Después de una larga pausa, prosiguió: —Tú sabes que un dragón trajo de regreso a nuestro Señor Gavilán, con el joven rey, de las tierras de la muerte. Luego, el dragón llevó a Gavilán hasta su casa, porque sus poderes habían desaparecido, ya no era un mago. Así que, dentro de muy poco tiempo, los Maestros de Roke se reunirán para elegir un nuevo Archimago, aquí, en el Bosquecillo, como siempre. Pero no como siempre.
»Antes de que llegara el dragón, el Invocador también había regresado de la muerte, adonde puede ir, adonde su arte puede llevarlo. Allí había visto a nuestro señor y al joven rey, en aquel campo detrás del muro de piedras. Dijo que no regresarían. Dijo que el Señor Gavilán le había dicho que regresara a nosotros, a la vida, que se llevara esas palabras. Y entonces lloramos por nuestro señor.
»Pero después llegó el dragón, Kalessin, que regresó con él con vida.
»El Invocador estaba entre nosotros cuando estábamos en el Collado de Roke y vimos al Archimago arrodillándose frente al Rey Lebannen. Luego, mientras el dragón se llevaba a nuestro amigo, el Invocador cayó desvanecido.
«Yacía como si estuviera muerto, frío, su corazón no latía, pero sin embargo respiraba. El Maestro de Hierbas utilizó todo su arte, pero no pudo reanimarlo. “Está muerto”, dijo. “La respiración no lo abandonará, pero está muerto.”
«Entonces lloramos por él. Luego, puesto que había consternación entre nosotros, y todas mis formas hablaban de cambio y de peligro, nos reunimos para escoger a un nuevo guardián de Roke, un Archimago que nos guiara. Y en nuestro concilio pusimos al joven rey en el lugar del Invocador. Nos parecía bien que él se sentara entre nosotros. Al principio el único que se opuso fue el Transformador, y luego estuvo de acuerdo.
»Nos reunimos, nos sentamos, pero no nos fue posible escoger. Dijimos esto y aquello, pero no dijimos ningún nombre. Y entonces yo… —hizo una pequeña pausa—. Entonces acudió a mí lo que mi gente llama el eduevanu, es decir la otra respiración. Las palabras acudían a mí y yo las pronunciaba. Dije: ¡Hama Gondun! Y Kurremkarmerruk les dijo lo mismo en idioma hárdico: “Una mujer en Gont”. Pero cuando regresé a mis propias entrañas, no podía decirles lo que eso significaba. Y entonces nos fuimos de allí sin haber escogido a ningún Archimago.
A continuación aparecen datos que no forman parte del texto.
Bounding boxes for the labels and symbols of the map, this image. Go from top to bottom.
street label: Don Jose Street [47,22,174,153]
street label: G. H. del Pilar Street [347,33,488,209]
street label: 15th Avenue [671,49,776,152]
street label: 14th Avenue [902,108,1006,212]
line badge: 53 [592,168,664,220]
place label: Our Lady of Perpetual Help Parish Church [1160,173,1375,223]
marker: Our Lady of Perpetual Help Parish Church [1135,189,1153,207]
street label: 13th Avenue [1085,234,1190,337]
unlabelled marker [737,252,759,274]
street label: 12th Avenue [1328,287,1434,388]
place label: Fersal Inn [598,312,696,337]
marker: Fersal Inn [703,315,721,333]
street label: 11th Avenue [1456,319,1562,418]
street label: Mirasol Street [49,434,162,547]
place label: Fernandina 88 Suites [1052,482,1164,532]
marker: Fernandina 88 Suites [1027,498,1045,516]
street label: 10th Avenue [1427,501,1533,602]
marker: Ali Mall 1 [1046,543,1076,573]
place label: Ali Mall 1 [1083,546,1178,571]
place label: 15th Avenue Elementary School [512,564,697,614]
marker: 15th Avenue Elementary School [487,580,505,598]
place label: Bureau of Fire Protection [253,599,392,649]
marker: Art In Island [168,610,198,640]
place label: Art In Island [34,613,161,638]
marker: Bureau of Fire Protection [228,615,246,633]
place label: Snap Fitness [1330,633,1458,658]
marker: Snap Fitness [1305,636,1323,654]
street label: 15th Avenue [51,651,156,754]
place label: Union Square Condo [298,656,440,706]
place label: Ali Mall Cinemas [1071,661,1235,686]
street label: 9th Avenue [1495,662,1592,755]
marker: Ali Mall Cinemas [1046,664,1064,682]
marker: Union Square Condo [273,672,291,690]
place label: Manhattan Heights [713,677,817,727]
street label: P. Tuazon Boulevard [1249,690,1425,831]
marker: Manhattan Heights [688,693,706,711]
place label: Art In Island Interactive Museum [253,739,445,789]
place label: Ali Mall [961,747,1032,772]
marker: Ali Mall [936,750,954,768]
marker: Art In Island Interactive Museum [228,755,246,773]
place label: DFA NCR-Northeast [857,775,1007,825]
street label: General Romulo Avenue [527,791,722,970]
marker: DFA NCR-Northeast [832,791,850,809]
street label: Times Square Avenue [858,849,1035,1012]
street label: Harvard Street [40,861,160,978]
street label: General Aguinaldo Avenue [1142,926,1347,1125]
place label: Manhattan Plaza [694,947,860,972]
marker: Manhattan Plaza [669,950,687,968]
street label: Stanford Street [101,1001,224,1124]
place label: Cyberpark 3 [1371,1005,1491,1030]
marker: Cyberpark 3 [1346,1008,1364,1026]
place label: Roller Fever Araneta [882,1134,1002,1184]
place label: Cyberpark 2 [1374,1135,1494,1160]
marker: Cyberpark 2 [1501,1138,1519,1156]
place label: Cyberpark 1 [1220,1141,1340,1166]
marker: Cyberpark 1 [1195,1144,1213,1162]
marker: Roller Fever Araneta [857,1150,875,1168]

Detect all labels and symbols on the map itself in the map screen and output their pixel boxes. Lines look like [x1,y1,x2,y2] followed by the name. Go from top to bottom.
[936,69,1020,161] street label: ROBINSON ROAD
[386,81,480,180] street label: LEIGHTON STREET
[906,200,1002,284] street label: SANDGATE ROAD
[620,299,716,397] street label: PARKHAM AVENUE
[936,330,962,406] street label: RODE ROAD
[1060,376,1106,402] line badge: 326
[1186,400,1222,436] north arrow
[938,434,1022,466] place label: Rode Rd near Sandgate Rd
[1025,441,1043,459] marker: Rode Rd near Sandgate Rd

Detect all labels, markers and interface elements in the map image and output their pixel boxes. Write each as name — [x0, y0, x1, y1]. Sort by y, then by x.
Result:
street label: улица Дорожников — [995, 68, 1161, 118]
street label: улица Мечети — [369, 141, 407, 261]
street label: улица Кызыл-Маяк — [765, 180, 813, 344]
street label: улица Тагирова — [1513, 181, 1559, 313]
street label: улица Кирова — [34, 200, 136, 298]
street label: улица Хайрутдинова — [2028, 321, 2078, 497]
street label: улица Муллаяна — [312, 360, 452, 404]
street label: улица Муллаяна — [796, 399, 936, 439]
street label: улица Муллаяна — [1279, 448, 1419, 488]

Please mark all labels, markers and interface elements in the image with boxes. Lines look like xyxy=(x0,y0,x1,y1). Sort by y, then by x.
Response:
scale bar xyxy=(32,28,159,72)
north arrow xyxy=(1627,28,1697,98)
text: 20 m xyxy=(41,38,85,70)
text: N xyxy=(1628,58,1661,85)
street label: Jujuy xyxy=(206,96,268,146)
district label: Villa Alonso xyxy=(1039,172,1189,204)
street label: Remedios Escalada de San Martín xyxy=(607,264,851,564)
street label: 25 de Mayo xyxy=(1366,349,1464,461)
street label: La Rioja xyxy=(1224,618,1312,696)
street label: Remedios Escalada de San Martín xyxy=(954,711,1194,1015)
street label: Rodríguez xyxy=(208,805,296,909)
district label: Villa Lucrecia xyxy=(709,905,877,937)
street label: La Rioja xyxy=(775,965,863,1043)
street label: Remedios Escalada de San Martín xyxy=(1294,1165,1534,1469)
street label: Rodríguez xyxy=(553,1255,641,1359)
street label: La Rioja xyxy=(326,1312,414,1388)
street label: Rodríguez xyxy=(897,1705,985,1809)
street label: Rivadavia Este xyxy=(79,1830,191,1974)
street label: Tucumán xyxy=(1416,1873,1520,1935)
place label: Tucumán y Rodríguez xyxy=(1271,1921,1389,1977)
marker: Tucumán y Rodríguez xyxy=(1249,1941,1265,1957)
»E1 rey se fue poco tiempo después, y el Maestro de Vientos se fue con él. Antes de que el rey fuera coronado, fueron a Gont y buscaron al señor Gavilán, para descubrir lo que aquello significaba, “una mujer en Gont”, ¿sabes? Pero no lo vieron, sólo vieron a mi compatriota, Tenar-del-Anillo. Dijo que ella no era la mujer que ellos buscaban. Y no encontraron a nadie, no encontraron nada. Así que Lebannen consideró que aquello había sido una profecía que aún tenía que cumplirse. Y en Havnor colocó su corona sobre su propia cabeza.
»El Maestro de Hierbas, y yo mismo, creímos que el Invocador estaba muerto. Creímos que el aliento que conservaba quedaba aún allí por obra de un hechizo de su propio arte que nosotros no comprendíamos, como las serpientes de hechizo saben lo que mantiene latiendo sus corazones mucho después de que han muerto. Por más que parecía terrible enterrar un cuerpo que aún respiraba, sin embargo estaba frío, y su sangre ya no corría por sus venas, y ya no había alma en él. Eso era lo más terrible. Así que nos preparamos para enterrarlo. Y, entonces, mientras yacía junto a su tumba, sus ojos se abrieron. Se movió, y habló. Dijo: “Me he invocado a mí mismo otra vez a la vida, para hacer lo que debe hacerse”.